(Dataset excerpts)

★ ★ ★ ★ ★

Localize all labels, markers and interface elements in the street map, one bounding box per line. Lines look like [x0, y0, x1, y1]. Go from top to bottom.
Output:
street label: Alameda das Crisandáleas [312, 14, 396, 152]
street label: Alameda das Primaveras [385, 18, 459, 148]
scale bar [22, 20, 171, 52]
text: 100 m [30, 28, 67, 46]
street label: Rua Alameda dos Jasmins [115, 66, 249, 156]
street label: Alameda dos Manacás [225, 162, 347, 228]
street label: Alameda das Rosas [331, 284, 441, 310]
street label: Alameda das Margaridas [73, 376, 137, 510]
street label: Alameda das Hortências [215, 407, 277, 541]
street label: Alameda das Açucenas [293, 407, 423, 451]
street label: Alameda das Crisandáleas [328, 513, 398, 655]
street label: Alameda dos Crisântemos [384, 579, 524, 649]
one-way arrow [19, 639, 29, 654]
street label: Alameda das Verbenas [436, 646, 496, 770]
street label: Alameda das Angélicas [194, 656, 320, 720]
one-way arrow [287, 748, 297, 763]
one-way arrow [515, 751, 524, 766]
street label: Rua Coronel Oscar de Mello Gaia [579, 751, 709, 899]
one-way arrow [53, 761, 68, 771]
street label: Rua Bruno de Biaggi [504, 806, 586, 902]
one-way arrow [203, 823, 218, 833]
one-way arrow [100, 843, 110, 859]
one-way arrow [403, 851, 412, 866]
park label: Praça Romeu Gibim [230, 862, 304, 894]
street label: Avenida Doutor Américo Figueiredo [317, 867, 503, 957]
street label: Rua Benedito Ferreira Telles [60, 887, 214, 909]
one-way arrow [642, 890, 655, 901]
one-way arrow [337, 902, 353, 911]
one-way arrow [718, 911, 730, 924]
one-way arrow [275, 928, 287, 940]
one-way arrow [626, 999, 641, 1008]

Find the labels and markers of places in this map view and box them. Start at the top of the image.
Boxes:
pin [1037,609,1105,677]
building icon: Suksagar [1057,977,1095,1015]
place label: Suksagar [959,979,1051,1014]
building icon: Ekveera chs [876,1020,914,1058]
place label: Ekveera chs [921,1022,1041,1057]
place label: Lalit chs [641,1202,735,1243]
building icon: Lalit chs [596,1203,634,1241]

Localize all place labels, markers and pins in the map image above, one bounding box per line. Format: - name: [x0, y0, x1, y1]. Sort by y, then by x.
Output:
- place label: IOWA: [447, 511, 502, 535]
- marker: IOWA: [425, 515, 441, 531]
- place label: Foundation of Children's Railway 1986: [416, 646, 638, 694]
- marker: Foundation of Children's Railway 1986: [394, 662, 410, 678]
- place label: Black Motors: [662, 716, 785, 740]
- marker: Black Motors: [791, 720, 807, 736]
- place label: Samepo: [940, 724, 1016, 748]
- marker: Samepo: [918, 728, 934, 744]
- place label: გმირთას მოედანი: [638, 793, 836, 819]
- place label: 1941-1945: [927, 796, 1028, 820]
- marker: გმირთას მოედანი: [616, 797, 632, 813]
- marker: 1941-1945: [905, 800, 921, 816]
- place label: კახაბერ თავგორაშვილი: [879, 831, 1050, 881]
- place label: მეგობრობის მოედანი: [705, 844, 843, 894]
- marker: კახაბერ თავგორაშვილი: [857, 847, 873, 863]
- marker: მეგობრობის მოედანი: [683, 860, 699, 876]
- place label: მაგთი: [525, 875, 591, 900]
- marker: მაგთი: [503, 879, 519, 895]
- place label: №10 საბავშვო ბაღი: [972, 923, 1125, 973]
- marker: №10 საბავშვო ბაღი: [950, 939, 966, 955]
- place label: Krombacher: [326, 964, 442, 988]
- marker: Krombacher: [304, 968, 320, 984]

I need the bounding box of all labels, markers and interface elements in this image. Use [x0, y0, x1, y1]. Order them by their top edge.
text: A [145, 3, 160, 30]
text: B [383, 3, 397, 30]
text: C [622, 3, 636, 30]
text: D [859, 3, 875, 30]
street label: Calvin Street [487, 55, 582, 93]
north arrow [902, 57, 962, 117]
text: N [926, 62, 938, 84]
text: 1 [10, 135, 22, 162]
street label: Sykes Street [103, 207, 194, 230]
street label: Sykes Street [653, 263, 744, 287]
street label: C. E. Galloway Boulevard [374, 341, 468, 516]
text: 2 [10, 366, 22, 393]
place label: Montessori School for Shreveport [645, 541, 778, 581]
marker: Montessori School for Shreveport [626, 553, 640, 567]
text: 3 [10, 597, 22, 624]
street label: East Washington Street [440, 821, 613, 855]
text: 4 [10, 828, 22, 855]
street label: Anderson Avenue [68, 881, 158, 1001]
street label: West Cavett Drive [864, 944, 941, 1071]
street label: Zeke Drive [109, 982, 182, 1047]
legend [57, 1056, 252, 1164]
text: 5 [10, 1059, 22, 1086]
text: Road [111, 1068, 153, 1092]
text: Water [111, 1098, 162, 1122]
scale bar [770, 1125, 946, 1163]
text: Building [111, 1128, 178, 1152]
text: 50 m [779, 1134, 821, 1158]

★ ★ ★ ★ ★

Your objective:
Word for word, write out all of the data above.

Exercise output:
Localize all labels, markers and interface elements in the street map, one bounding box per line. Lines look like [x0, y0, x1, y1]. Go from top to bottom.
Output:
street label: Alameda das Crisandáleas [312, 14, 396, 152]
street label: Alameda das Primaveras [385, 18, 459, 148]
scale bar [22, 20, 171, 52]
text: 100 m [30, 28, 67, 46]
street label: Rua Alameda dos Jasmins [115, 66, 249, 156]
street label: Alameda dos Manacás [225, 162, 347, 228]
street label: Alameda das Rosas [331, 284, 441, 310]
street label: Alameda das Margaridas [73, 376, 137, 510]
street label: Alameda das Hortências [215, 407, 277, 541]
street label: Alameda das Açucenas [293, 407, 423, 451]
street label: Alameda das Crisandáleas [328, 513, 398, 655]
street label: Alameda dos Crisântemos [384, 579, 524, 649]
one-way arrow [19, 639, 29, 654]
street label: Alameda das Verbenas [436, 646, 496, 770]
street label: Alameda das Angélicas [194, 656, 320, 720]
one-way arrow [287, 748, 297, 763]
one-way arrow [515, 751, 524, 766]
street label: Rua Coronel Oscar de Mello Gaia [579, 751, 709, 899]
one-way arrow [53, 761, 68, 771]
street label: Rua Bruno de Biaggi [504, 806, 586, 902]
one-way arrow [203, 823, 218, 833]
one-way arrow [100, 843, 110, 859]
one-way arrow [403, 851, 412, 866]
park label: Praça Romeu Gibim [230, 862, 304, 894]
street label: Avenida Doutor Américo Figueiredo [317, 867, 503, 957]
street label: Rua Benedito Ferreira Telles [60, 887, 214, 909]
one-way arrow [642, 890, 655, 901]
one-way arrow [337, 902, 353, 911]
one-way arrow [718, 911, 730, 924]
one-way arrow [275, 928, 287, 940]
one-way arrow [626, 999, 641, 1008]

Find the labels and markers of places in this map view and box them. Start at the top of the image.
Boxes:
pin [1037,609,1105,677]
building icon: Suksagar [1057,977,1095,1015]
place label: Suksagar [959,979,1051,1014]
building icon: Ekveera chs [876,1020,914,1058]
place label: Ekveera chs [921,1022,1041,1057]
place label: Lalit chs [641,1202,735,1243]
building icon: Lalit chs [596,1203,634,1241]

Localize all place labels, markers and pins in the map image above, one bounding box per line. Format: - name: [x0, y0, x1, y1]. Sort by y, then by x.
Output:
- place label: IOWA: [447, 511, 502, 535]
- marker: IOWA: [425, 515, 441, 531]
- place label: Foundation of Children's Railway 1986: [416, 646, 638, 694]
- marker: Foundation of Children's Railway 1986: [394, 662, 410, 678]
- place label: Black Motors: [662, 716, 785, 740]
- marker: Black Motors: [791, 720, 807, 736]
- place label: Samepo: [940, 724, 1016, 748]
- marker: Samepo: [918, 728, 934, 744]
- place label: გმირთას მოედანი: [638, 793, 836, 819]
- place label: 1941-1945: [927, 796, 1028, 820]
- marker: გმირთას მოედანი: [616, 797, 632, 813]
- marker: 1941-1945: [905, 800, 921, 816]
- place label: კახაბერ თავგორაშვილი: [879, 831, 1050, 881]
- place label: მეგობრობის მოედანი: [705, 844, 843, 894]
- marker: კახაბერ თავგორაშვილი: [857, 847, 873, 863]
- marker: მეგობრობის მოედანი: [683, 860, 699, 876]
- place label: მაგთი: [525, 875, 591, 900]
- marker: მაგთი: [503, 879, 519, 895]
- place label: №10 საბავშვო ბაღი: [972, 923, 1125, 973]
- marker: №10 საბავშვო ბაღი: [950, 939, 966, 955]
- place label: Krombacher: [326, 964, 442, 988]
- marker: Krombacher: [304, 968, 320, 984]

I need the bounding box of all labels, markers and interface elements in this image. Use [x0, y0, x1, y1]. Order them by their top edge.
text: A [145, 3, 160, 30]
text: B [383, 3, 397, 30]
text: C [622, 3, 636, 30]
text: D [859, 3, 875, 30]
street label: Calvin Street [487, 55, 582, 93]
north arrow [902, 57, 962, 117]
text: N [926, 62, 938, 84]
text: 1 [10, 135, 22, 162]
street label: Sykes Street [103, 207, 194, 230]
street label: Sykes Street [653, 263, 744, 287]
street label: C. E. Galloway Boulevard [374, 341, 468, 516]
text: 2 [10, 366, 22, 393]
place label: Montessori School for Shreveport [645, 541, 778, 581]
marker: Montessori School for Shreveport [626, 553, 640, 567]
text: 3 [10, 597, 22, 624]
street label: East Washington Street [440, 821, 613, 855]
text: 4 [10, 828, 22, 855]
street label: Anderson Avenue [68, 881, 158, 1001]
street label: West Cavett Drive [864, 944, 941, 1071]
street label: Zeke Drive [109, 982, 182, 1047]
legend [57, 1056, 252, 1164]
text: 5 [10, 1059, 22, 1086]
text: Road [111, 1068, 153, 1092]
text: Water [111, 1098, 162, 1122]
scale bar [770, 1125, 946, 1163]
text: Building [111, 1128, 178, 1152]
text: 50 m [779, 1134, 821, 1158]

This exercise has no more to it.